►
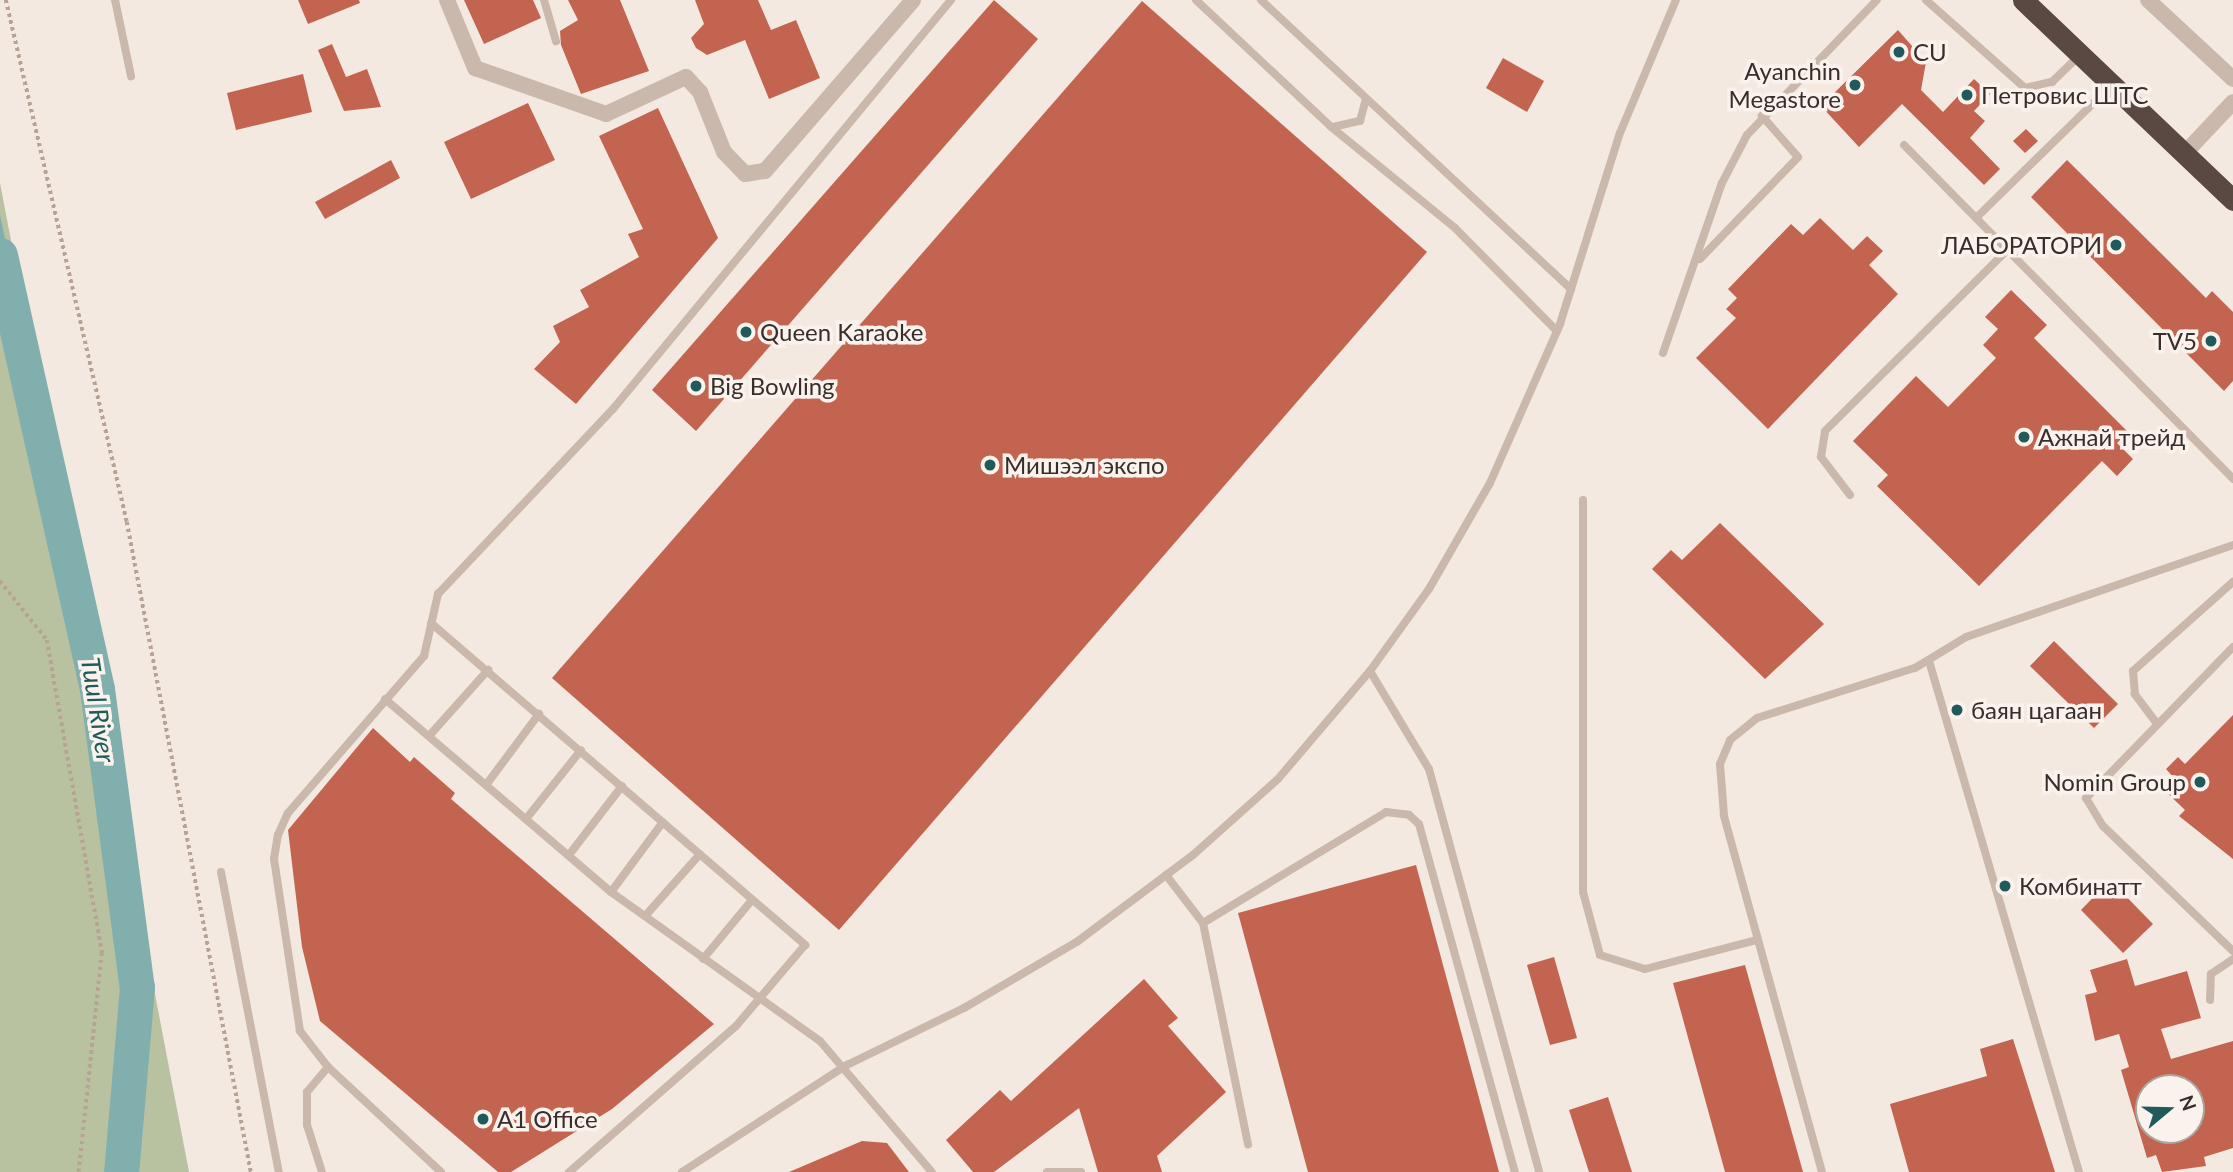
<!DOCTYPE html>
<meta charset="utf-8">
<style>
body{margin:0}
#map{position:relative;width:2233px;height:1172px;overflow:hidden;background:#f3e9e0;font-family:Lato,sans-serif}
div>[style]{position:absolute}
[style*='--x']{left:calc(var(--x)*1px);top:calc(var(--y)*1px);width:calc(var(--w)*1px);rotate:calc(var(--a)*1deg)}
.green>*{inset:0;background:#b9c2a0}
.water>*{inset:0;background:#80afae}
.river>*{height:35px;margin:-17.5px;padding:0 17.5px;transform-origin:17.5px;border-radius:17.5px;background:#80afae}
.building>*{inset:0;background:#c2644f}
.path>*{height:3.5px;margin-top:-1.75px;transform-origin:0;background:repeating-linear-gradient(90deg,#b7a296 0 3.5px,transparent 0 7px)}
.lane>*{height:8px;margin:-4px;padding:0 4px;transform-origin:4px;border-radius:4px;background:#cbb8ac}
.street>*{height:16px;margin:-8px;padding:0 8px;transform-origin:8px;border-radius:8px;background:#cbb8ac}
.highway>*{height:21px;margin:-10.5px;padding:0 10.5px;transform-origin:10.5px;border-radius:10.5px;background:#5a4842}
.dots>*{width:19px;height:19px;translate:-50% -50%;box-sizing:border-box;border:4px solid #faf3ed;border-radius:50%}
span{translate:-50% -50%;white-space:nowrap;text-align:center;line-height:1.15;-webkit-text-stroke:7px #faf3ed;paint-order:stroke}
.poi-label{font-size:24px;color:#392e2b}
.left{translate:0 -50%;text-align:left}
.right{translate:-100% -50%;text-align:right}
.water-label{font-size:26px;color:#215a5a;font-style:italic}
.north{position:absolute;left:2135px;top:1074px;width:70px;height:70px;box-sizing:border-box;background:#faf3ed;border:2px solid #ada49f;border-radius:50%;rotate:71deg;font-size:19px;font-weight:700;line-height:28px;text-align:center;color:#392e2b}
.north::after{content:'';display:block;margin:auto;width:24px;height:32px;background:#215a5a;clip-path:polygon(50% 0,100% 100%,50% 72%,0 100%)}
</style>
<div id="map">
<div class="green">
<i style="clip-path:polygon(0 183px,189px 1172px,0 1172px)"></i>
</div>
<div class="water">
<i style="clip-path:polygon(0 215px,4px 234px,25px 340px,8px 340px,0 305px)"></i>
</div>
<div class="river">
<i style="--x:0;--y:255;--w:445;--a:77.4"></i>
<i style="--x:97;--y:689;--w:301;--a:82.4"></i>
<i style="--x:137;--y:987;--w:186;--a:94.9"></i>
</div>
<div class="building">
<i style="clip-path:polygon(298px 0,359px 0,360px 3px,308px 24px)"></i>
<i style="clip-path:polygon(464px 0,533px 0,541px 18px,484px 44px)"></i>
<i style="clip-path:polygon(568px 0,620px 0,649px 71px,581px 94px,561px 45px,560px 31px,578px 20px)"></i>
<i style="clip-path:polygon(695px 0,758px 0,771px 30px,796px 20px,820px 78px,769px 99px,745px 40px,707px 55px,696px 48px,691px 38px,704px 24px)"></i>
<i style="clip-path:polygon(994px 0,1038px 39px,696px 431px,652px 390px)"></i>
<i style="clip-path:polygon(1142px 1px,1427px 252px,839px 930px,552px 678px)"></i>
<i style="clip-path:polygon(1898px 30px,1926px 62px,1921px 90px,1943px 112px,1974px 79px,1990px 94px,1974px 111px,1985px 121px,1970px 138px,2000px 169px,1984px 185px,1902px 104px,1859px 147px,1821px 106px)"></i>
<i style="clip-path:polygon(332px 44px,346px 77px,367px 69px,381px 107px,344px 111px,318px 50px)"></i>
<i style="clip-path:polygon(1503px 58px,1544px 81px,1527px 112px,1486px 88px)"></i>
<i style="clip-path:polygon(303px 74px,312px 112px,236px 130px,227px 93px)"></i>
<i style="clip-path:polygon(528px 103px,555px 160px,471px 199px,444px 142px)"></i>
<i style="clip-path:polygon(658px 108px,718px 238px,576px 404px,534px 369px,560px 342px,553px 326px,589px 307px,580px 290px,639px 257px,628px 234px,643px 229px,599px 136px)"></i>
<i style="clip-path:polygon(2026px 129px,2038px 141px,2025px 153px,2013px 141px)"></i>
<i style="clip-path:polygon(391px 160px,400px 178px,325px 219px,315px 202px)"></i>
<i style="clip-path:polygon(2067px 160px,2206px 298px,2212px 291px,2233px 312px,2233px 381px,2224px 391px,2031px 197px)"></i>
<i style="clip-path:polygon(1820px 218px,1853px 250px,1867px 236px,1883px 251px,1869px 265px,1898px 294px,1768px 429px,1696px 358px,1736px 318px,1726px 309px,1737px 298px,1728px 289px,1791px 224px,1803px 235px)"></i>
<i style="clip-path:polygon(2011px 290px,2047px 325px,2034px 338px,2128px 432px,2117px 443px,2133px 459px,2117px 476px,2102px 461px,1979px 586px,1877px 486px,1888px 475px,1853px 441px,1916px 376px,1948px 407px,1996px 358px,1983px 345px,1998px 329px,1985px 317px)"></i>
<i style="clip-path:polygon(1720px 523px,1824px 624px,1765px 679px,1652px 569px,1671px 550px,1682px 560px)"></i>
<i style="clip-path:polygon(2054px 641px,2118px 704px,2094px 728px,2030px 666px)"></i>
<i style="clip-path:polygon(2233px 715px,2233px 859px,2179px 816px,2185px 810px,2162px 788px,2173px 777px,2166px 769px,2178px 757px,2185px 764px)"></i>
<i style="clip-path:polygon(373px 728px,410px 762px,414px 757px,455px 793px,451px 799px,714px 1024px,612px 1109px,511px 1172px,498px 1172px,320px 1021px,302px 947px,288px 830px)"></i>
<i style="clip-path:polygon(1416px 865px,1499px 1172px,1308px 1172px,1238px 913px)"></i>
<i style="clip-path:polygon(2110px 880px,2153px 924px,2123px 953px,2081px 910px)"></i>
<i style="clip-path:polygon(1554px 957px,1577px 1038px,1550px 1045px,1527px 965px)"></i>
<i style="clip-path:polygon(evenodd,2127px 959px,2135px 986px,2187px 971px,2201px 1018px,2161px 1029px,2171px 1059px,2233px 1041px,2233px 1148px,2204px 1157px,2206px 1166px,2162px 1172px,2156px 1155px,2147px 1158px,2121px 1070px,2129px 1067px,2119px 1034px,2095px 1041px,2085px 995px,2097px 992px,2090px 970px,2127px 959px,2149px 1088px,2191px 1088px,2191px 1130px,2149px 1130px,2149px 1088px)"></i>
<i style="clip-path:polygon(1745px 965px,1803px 1172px,1725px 1172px,1673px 983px)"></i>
<i style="clip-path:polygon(1144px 979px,1178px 1018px,1168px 1026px,1226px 1092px,1157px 1156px,1162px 1172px,1098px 1172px,1079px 1108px,994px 1172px,973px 1172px,946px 1140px,1000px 1090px,1011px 1101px)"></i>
<i style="clip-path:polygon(2013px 1039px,2055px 1172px,1909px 1172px,1890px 1104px,1987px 1076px,1980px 1049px)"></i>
<i style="clip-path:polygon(1608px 1097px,1632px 1172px,1589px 1172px,1569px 1110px)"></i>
<i style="clip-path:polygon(862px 1141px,887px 1143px,909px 1172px,789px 1172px)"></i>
</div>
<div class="path">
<i style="--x:6;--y:0;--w:536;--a:76.95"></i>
<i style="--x:127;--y:522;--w:662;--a:79.2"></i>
<i style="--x:0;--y:581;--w:75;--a:51.5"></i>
<i style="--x:47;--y:640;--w:318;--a:80"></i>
<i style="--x:102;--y:953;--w:220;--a:96"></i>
</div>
<div class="lane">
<i style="--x:115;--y:0;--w:78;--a:78.1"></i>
<i style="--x:544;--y:0;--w:43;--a:73.7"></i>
<i style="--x:1196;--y:0;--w:184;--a:43.2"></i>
<i style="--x:1330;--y:126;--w:161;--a:39.2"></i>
<i style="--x:1455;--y:228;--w:145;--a:45.3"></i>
<i style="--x:1261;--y:0;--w:424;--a:43"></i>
<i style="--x:1926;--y:0;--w:132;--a:41.6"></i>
<i style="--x:2025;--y:88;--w:28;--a:-13"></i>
<i style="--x:2052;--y:82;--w:39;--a:-44"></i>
<i style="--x:1333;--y:127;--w:28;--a:-13"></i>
<i style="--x:1360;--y:121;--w:23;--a:-75"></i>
<i style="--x:1904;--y:145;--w:469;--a:45.4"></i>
<i style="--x:1976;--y:218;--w:190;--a:-44.4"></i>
<i style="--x:1700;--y:259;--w:141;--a:-46.1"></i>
<i style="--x:1798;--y:157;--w:55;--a:-131.3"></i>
<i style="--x:1663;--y:353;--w:180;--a:-70.9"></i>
<i style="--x:1722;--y:183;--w:54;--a:-62.5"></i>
<i style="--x:1747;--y:135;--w:187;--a:-46.1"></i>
<i style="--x:1850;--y:495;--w:48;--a:-127.3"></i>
<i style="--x:1821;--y:457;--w:26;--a:-81"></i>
<i style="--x:1825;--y:431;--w:257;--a:-44.8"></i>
<i style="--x:1583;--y:500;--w:392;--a:90"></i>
<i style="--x:1583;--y:892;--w:65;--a:74.9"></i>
<i style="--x:1600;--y:955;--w:47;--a:17.3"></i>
<i style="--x:1645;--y:969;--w:115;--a:-14.6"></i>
<i style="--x:431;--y:623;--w:494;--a:40.7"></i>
<i style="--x:805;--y:945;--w:106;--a:130.4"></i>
<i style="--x:736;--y:1026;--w:222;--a:138.8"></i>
<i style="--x:2233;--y:647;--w:211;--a:134.2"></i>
<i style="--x:2086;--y:798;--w:33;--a:59"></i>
<i style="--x:2103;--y:826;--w:180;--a:43.9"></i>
<i style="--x:1929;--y:661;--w:533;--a:73.64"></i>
<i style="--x:1370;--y:671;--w:114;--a:59"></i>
<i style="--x:1429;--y:769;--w:418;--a:74.7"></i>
<i style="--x:385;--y:699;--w:297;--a:40.5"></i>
<i style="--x:611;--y:892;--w:257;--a:35.5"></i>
<i style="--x:820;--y:1041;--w:172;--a:49.5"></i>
<i style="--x:2155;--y:721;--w:34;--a:-127"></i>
<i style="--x:2135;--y:694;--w:23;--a:-95"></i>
<i style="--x:2133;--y:671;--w:134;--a:-41.7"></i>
<i style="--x:429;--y:736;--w:89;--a:-48.2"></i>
<i style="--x:486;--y:785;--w:89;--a:-53.3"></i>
<i style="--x:526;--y:819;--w:88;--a:-51.4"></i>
<i style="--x:569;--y:855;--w:87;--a:-52.5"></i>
<i style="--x:221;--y:872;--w:306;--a:79.1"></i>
<i style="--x:1166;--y:875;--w:61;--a:52.4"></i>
<i style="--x:1203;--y:923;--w:214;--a:-31.2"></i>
<i style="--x:1386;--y:812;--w:23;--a:7"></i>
<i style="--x:1409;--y:815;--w:13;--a:42"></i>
<i style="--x:1419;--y:824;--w:361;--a:74.6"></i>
<i style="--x:611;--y:892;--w:87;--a:-53.4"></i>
<i style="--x:646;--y:915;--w:81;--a:-48.5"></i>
<i style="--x:1203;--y:923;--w:226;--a:78.5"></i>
<i style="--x:703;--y:959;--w:77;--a:-50.3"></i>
<i style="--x:2210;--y:1000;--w:26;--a:-88"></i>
<i style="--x:2211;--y:974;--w:27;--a:-34"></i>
<i style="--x:322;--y:1172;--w:49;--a:-107.7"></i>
<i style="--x:307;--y:1125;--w:33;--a:-90"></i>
<i style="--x:307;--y:1092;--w:33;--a:-50"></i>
<i style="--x:441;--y:1172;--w:154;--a:-137.1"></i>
<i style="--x:328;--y:1067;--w:46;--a:-127.9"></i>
<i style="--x:300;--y:1031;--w:174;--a:-98.6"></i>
<i style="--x:274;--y:859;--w:24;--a:-81"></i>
<i style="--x:278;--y:835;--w:24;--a:-66"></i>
<i style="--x:288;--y:813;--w:208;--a:-49.1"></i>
<i style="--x:424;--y:656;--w:64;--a:-77.3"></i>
<i style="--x:438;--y:594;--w:255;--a:-46.6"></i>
<i style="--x:613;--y:409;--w:531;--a:-50.43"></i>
<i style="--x:682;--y:1172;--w:197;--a:-33"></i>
<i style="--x:847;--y:1065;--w:130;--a:-26"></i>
<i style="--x:964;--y:1008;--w:132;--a:-30.4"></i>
<i style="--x:1078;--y:941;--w:144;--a:-36.8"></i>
<i style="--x:1193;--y:855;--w:114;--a:-41.8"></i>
<i style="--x:1278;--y:779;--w:142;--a:-49.6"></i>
<i style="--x:1370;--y:671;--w:101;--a:-54.3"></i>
<i style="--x:1429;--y:589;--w:122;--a:-60.1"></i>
<i style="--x:1490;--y:483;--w:174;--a:-66.2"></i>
<i style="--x:1560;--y:324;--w:200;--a:-72.6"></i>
<i style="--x:1620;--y:133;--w:144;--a:-67.2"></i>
<i style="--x:1047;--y:1172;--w:34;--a:0"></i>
<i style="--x:1822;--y:1172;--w:370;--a:-105.4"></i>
<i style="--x:1724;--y:815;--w:51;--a:-94.5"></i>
<i style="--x:1720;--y:764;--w:26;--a:-67"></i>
<i style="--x:1730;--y:740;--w:35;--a:-39"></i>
<i style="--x:1757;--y:718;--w:166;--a:-17.6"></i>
<i style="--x:1915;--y:668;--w:60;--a:-31.3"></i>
<i style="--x:1966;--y:637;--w:282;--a:-19"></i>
</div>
<div class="street">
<i style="--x:447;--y:0;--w:74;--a:67.6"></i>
<i style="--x:475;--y:68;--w:139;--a:19.3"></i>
<i style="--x:606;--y:114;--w:88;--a:-24.8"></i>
<i style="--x:686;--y:77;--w:21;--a:47"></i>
<i style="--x:700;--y:92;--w:65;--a:68.2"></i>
<i style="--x:724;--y:152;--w:30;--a:46"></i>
<i style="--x:745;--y:174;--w:20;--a:-9"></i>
<i style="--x:765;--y:171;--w:226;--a:-49.1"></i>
<i style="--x:2148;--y:0;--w:116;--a:42.9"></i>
<i style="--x:2184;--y:154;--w:71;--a:-46.7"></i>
</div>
<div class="highway">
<i style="--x:2023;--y:0;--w:290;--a:43.6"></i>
</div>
<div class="dots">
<i style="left:1899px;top:52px;background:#215a5a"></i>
<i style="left:1855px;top:85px;background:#215a5a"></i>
<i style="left:1967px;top:95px;background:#215a5a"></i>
<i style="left:2116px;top:245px;background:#215a5a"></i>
<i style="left:746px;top:332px;background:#215a5a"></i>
<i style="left:2211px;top:341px;background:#215a5a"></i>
<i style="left:696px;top:386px;background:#215a5a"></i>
<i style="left:2024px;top:437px;background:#215a5a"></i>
<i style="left:990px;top:465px;background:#215a5a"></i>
<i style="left:1957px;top:710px;background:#215a5a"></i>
<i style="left:2200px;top:782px;background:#215a5a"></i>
<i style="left:2005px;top:886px;background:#215a5a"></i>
<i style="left:483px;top:1119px;background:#215a5a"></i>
</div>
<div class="poi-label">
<span class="left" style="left:1913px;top:52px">CU</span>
<span class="right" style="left:1841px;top:85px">Ayanchin<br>Megastore</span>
<span class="left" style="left:1981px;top:95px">Петровис ШТС</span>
<span class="right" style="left:2102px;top:245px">ЛАБОРАТОРИ</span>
<span class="left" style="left:760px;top:332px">Queen Karaoke</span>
<span class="right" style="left:2197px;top:341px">TV5</span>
<span class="left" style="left:710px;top:386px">Big Bowling</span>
<span class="left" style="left:2038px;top:437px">Ажнай трейд</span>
<span class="left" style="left:1004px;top:465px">Мишээл экспо</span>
<span class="left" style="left:1971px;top:710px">баян цагаан</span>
<span class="right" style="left:2186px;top:782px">Nomin Group</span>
<span class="left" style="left:2019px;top:886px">Комбинатт</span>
<span class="left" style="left:497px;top:1119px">A1 Office</span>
</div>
<div class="water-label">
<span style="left:98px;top:710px;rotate:81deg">Tuul River</span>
</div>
<div class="north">N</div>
</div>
◄
What is expected:
Exactly reproduce the run of lines from the start of the listing through the line with "0 3.5px,transparent 0", inclusive; pictures are not copied.

Output of the task:
<!DOCTYPE html>
<meta charset="utf-8">
<style>
body{margin:0}
#map{position:relative;width:2233px;height:1172px;overflow:hidden;background:#f3e9e0;font-family:Lato,sans-serif}
div>[style]{position:absolute}
[style*='--x']{left:calc(var(--x)*1px);top:calc(var(--y)*1px);width:calc(var(--w)*1px);rotate:calc(var(--a)*1deg)}
.green>*{inset:0;background:#b9c2a0}
.water>*{inset:0;background:#80afae}
.river>*{height:35px;margin:-17.5px;padding:0 17.5px;transform-origin:17.5px;border-radius:17.5px;background:#80afae}
.building>*{inset:0;background:#c2644f}
.path>*{height:3.5px;margin-top:-1.75px;transform-origin:0;background:repeating-linear-gradient(90deg,#b7a296 0 3.5px,transparent 0 7px)}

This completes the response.